What is needed: Every entry needs to be duplicated exactly.

(Data items)
****************

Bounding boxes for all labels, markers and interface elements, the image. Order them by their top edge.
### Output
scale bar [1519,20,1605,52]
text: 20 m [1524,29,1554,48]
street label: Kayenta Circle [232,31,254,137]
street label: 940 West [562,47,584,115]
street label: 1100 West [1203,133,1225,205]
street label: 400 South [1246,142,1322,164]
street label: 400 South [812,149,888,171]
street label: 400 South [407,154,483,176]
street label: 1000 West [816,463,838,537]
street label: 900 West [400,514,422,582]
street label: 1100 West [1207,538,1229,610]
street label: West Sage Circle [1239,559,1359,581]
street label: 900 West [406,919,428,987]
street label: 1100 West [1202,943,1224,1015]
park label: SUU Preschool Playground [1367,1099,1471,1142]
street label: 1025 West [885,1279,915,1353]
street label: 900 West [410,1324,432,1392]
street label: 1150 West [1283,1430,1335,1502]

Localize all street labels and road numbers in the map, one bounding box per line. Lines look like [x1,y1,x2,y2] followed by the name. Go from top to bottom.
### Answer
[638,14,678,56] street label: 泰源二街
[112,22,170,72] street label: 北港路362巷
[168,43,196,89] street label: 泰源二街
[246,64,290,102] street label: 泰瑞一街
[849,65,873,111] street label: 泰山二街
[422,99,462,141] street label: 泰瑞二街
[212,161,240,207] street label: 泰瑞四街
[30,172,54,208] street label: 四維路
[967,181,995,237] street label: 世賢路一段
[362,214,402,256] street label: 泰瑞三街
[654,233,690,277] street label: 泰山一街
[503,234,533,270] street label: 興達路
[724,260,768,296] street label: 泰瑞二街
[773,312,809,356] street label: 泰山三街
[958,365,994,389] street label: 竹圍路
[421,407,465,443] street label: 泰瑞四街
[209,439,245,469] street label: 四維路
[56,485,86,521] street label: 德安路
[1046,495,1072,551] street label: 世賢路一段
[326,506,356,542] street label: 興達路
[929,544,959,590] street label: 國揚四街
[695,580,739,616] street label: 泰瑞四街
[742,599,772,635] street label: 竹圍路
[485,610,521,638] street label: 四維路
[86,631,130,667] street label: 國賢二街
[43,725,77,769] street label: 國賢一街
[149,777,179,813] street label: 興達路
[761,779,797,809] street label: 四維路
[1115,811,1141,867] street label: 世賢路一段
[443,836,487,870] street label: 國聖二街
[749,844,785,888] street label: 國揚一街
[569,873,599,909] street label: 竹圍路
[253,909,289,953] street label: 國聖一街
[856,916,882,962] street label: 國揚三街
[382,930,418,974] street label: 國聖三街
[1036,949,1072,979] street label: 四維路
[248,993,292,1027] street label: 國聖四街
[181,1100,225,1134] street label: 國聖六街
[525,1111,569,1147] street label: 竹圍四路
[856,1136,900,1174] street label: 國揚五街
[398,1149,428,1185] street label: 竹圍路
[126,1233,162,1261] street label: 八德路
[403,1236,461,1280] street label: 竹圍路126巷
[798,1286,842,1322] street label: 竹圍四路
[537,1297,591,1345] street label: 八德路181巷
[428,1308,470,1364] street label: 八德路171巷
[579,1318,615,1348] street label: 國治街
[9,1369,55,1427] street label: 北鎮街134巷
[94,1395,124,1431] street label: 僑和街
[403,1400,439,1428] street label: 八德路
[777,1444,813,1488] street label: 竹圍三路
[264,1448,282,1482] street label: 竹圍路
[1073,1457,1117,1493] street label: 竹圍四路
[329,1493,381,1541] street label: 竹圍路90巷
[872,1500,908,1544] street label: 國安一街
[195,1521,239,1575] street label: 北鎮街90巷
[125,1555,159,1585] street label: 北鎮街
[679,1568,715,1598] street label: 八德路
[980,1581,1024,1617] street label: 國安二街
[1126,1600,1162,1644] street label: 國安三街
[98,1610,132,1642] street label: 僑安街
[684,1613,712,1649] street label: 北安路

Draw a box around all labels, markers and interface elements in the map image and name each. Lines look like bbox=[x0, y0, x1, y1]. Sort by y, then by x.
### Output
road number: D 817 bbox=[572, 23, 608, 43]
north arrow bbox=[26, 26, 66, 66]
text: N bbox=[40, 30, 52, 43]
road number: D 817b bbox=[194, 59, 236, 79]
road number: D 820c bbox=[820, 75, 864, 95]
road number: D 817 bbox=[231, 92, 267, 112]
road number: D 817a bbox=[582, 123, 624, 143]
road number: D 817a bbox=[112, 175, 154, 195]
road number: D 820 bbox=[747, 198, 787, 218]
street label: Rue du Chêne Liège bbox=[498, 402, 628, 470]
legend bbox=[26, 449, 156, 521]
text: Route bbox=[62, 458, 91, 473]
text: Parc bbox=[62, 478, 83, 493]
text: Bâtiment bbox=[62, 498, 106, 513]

****************

Solution for this task:
Bounding boxes for all labels, markers and interface elements, the image. Order them by their top edge.
### Output
scale bar [1519,20,1605,52]
text: 20 m [1524,29,1554,48]
street label: Kayenta Circle [232,31,254,137]
street label: 940 West [562,47,584,115]
street label: 1100 West [1203,133,1225,205]
street label: 400 South [1246,142,1322,164]
street label: 400 South [812,149,888,171]
street label: 400 South [407,154,483,176]
street label: 1000 West [816,463,838,537]
street label: 900 West [400,514,422,582]
street label: 1100 West [1207,538,1229,610]
street label: West Sage Circle [1239,559,1359,581]
street label: 900 West [406,919,428,987]
street label: 1100 West [1202,943,1224,1015]
park label: SUU Preschool Playground [1367,1099,1471,1142]
street label: 1025 West [885,1279,915,1353]
street label: 900 West [410,1324,432,1392]
street label: 1150 West [1283,1430,1335,1502]

Localize all street labels and road numbers in the map, one bounding box per line. Lines look like [x1,y1,x2,y2] followed by the name. Go from top to bottom.
### Answer
[638,14,678,56] street label: 泰源二街
[112,22,170,72] street label: 北港路362巷
[168,43,196,89] street label: 泰源二街
[246,64,290,102] street label: 泰瑞一街
[849,65,873,111] street label: 泰山二街
[422,99,462,141] street label: 泰瑞二街
[212,161,240,207] street label: 泰瑞四街
[30,172,54,208] street label: 四維路
[967,181,995,237] street label: 世賢路一段
[362,214,402,256] street label: 泰瑞三街
[654,233,690,277] street label: 泰山一街
[503,234,533,270] street label: 興達路
[724,260,768,296] street label: 泰瑞二街
[773,312,809,356] street label: 泰山三街
[958,365,994,389] street label: 竹圍路
[421,407,465,443] street label: 泰瑞四街
[209,439,245,469] street label: 四維路
[56,485,86,521] street label: 德安路
[1046,495,1072,551] street label: 世賢路一段
[326,506,356,542] street label: 興達路
[929,544,959,590] street label: 國揚四街
[695,580,739,616] street label: 泰瑞四街
[742,599,772,635] street label: 竹圍路
[485,610,521,638] street label: 四維路
[86,631,130,667] street label: 國賢二街
[43,725,77,769] street label: 國賢一街
[149,777,179,813] street label: 興達路
[761,779,797,809] street label: 四維路
[1115,811,1141,867] street label: 世賢路一段
[443,836,487,870] street label: 國聖二街
[749,844,785,888] street label: 國揚一街
[569,873,599,909] street label: 竹圍路
[253,909,289,953] street label: 國聖一街
[856,916,882,962] street label: 國揚三街
[382,930,418,974] street label: 國聖三街
[1036,949,1072,979] street label: 四維路
[248,993,292,1027] street label: 國聖四街
[181,1100,225,1134] street label: 國聖六街
[525,1111,569,1147] street label: 竹圍四路
[856,1136,900,1174] street label: 國揚五街
[398,1149,428,1185] street label: 竹圍路
[126,1233,162,1261] street label: 八德路
[403,1236,461,1280] street label: 竹圍路126巷
[798,1286,842,1322] street label: 竹圍四路
[537,1297,591,1345] street label: 八德路181巷
[428,1308,470,1364] street label: 八德路171巷
[579,1318,615,1348] street label: 國治街
[9,1369,55,1427] street label: 北鎮街134巷
[94,1395,124,1431] street label: 僑和街
[403,1400,439,1428] street label: 八德路
[777,1444,813,1488] street label: 竹圍三路
[264,1448,282,1482] street label: 竹圍路
[1073,1457,1117,1493] street label: 竹圍四路
[329,1493,381,1541] street label: 竹圍路90巷
[872,1500,908,1544] street label: 國安一街
[195,1521,239,1575] street label: 北鎮街90巷
[125,1555,159,1585] street label: 北鎮街
[679,1568,715,1598] street label: 八德路
[980,1581,1024,1617] street label: 國安二街
[1126,1600,1162,1644] street label: 國安三街
[98,1610,132,1642] street label: 僑安街
[684,1613,712,1649] street label: 北安路

Draw a box around all labels, markers and interface elements in the map image and name each. Lines look like bbox=[x0, y0, x1, y1]. Sort by y, then by x.
### Output
road number: D 817 bbox=[572, 23, 608, 43]
north arrow bbox=[26, 26, 66, 66]
text: N bbox=[40, 30, 52, 43]
road number: D 817b bbox=[194, 59, 236, 79]
road number: D 820c bbox=[820, 75, 864, 95]
road number: D 817 bbox=[231, 92, 267, 112]
road number: D 817a bbox=[582, 123, 624, 143]
road number: D 817a bbox=[112, 175, 154, 195]
road number: D 820 bbox=[747, 198, 787, 218]
street label: Rue du Chêne Liège bbox=[498, 402, 628, 470]
legend bbox=[26, 449, 156, 521]
text: Route bbox=[62, 458, 91, 473]
text: Parc bbox=[62, 478, 83, 493]
text: Bâtiment bbox=[62, 498, 106, 513]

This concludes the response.